Organizations with huge staff or even medium sized organizations with heavy mailing activity usually use a clustered setup for handling their mails. Proper internal and client Communication is the core need for any such company and so mail server uptime is of utmost importance for them. I am going to present a case study of the architecture of an actual mail server cluster setup we designed for one of our clients. Environment:
  • The organization is a medium enterprise with work area related to Engineering drawing and CAD designing.
  • The employee strength is around 250.
  • Their mailing activity is heavy as the huge design files are being passed along internally within the organization and even to their end clients mostly using mails and heavy attachments.
  • The staff is located in two different countries with almost the same strength at each office.

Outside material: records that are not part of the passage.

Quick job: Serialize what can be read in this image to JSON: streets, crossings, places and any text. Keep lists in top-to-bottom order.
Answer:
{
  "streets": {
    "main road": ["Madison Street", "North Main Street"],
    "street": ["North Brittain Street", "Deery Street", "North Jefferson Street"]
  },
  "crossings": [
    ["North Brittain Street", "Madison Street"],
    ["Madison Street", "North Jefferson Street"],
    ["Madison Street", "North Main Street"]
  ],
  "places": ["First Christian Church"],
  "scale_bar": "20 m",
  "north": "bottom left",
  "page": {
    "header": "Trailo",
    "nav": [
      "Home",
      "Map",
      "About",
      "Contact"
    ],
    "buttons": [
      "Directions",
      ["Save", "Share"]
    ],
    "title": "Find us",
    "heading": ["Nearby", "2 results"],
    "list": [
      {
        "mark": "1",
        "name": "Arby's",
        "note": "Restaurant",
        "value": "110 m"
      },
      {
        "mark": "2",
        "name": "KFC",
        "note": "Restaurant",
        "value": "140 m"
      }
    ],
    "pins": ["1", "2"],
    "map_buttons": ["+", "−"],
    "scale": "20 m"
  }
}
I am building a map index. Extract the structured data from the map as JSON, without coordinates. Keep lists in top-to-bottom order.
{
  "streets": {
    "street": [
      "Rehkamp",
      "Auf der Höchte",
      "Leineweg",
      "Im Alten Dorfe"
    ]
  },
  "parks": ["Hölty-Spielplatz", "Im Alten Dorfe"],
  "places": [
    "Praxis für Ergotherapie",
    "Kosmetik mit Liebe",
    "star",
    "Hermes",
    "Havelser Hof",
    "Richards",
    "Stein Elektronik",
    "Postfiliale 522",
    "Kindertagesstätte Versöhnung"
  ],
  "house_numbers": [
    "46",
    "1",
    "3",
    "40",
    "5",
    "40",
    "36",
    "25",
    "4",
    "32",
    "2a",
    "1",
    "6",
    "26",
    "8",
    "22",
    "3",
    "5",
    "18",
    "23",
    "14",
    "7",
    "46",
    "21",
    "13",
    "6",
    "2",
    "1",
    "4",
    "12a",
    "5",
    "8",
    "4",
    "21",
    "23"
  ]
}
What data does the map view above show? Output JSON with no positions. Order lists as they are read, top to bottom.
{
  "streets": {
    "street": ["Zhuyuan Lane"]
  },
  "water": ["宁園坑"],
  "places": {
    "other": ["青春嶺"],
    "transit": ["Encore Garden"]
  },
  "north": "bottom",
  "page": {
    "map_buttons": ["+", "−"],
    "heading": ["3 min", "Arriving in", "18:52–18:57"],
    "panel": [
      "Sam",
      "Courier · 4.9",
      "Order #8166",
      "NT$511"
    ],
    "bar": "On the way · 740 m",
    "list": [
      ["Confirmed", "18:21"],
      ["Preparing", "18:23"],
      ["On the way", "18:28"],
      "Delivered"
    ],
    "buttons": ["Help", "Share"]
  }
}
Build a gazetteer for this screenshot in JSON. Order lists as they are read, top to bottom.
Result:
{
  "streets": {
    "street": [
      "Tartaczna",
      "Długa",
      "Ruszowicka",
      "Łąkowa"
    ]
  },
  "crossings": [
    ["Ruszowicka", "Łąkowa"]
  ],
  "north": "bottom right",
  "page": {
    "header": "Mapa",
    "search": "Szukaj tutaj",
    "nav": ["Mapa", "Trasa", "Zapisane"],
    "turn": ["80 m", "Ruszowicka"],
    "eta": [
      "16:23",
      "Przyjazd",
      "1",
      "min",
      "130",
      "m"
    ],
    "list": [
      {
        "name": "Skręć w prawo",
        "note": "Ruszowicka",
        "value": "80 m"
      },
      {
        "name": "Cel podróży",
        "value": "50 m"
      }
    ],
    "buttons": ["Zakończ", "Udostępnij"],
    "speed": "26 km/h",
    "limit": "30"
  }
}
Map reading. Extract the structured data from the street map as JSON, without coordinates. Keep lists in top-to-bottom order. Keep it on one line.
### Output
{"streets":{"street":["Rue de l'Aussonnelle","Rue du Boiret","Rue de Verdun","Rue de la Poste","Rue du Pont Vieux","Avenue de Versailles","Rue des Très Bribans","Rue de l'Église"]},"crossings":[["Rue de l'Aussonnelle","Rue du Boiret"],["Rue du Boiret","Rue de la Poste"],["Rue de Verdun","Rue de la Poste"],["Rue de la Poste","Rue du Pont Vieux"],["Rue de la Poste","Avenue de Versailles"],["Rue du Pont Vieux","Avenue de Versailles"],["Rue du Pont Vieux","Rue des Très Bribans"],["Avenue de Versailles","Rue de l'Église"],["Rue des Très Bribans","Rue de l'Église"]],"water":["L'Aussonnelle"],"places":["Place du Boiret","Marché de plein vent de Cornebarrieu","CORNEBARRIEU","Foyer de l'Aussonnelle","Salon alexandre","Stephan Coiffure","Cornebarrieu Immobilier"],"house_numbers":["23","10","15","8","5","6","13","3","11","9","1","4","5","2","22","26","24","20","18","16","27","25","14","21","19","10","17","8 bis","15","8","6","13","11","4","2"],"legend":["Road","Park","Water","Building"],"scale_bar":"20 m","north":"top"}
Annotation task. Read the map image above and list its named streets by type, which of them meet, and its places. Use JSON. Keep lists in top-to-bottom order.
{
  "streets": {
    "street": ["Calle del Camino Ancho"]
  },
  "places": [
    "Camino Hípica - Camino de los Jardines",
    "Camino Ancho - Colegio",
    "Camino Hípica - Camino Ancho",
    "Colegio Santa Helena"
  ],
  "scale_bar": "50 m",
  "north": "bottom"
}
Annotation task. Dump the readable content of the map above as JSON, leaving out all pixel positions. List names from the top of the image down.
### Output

Our Task and Resources: Our primary task to build a robust and fail over enabled cluster for their mailing activity. The volume of mails being sent via this cluster was substantial due to the fact that mails were the most important aspect of their daily chores. We were approved to use a six node cluster for their mails. Even though this was a corporate setup, we had to use open source softwares as the client wanted to keep it cost effective.  We used a qmail, vpopmail etc for their cluster preventing the use of any paid softwares. [singlepic=30,320,240,,center] The Setup: As we were allowed to use six nodes for the cluster, we decided to use two nodes for outbound mails ,two nodes for inbound mails and one node for a pop3/imap connector and one as a mail gateway. The hardware configurations for all these nodes was as below:
  • Intel Pentium Dual Xeon 2.8Ghz
  • 2GB DDR2 RAM, 2x500GB SATA Drives
  • Fedora Linux Base OS, 100Mbps Uplink on each node
The setup flow was as below: [singlepic=9,320,240,,] The Actual Functionality: As you can see above, the domain was setup to use seperate nodes to send and receive the mails. A brief explanation of how it all worked together and each node's function is below: MX Records: The domain had two MX records. One was the primary MX which accepted the mails for the domain and prepared them to be fetched by the pop3 connector. The second backup MX record's node was a failover to the primary MX and stored the inbound mails while the primary MX was down. SMTP Servers: The company had a very high volume of outbound mails and so two smtp servers needed to be used. As they had two offices, each of them got a dedicated SMTP server to use. Mail Gateway: Both the SMTP servers were connected to a single Qmail based mail gateway. The mail gateway provided functions like archiving mails to monitor employee activity, filtering content and proper monitoring of the outbound mail stats for the entire company. Pop3 connector: The pop3 connector retrieved and redistributed the mails received by the primary MX server for the domain to the user mailboxes which were made available via webmail or regular POP3 as well as IMAP based mail clients to the employees. This particular mail setup did not require use of round robin DNS as failover functionality was more important than distribution of traffic. This type of setup also gives us the scope of expansion if there is a surge in the mail activity for the client. Another SMTP server for outbound mails or another node to act as the primary mail server can always be added due to the architecture used. I hope you find this case study useful for deploying mail server clusters. Comments are always welcome :)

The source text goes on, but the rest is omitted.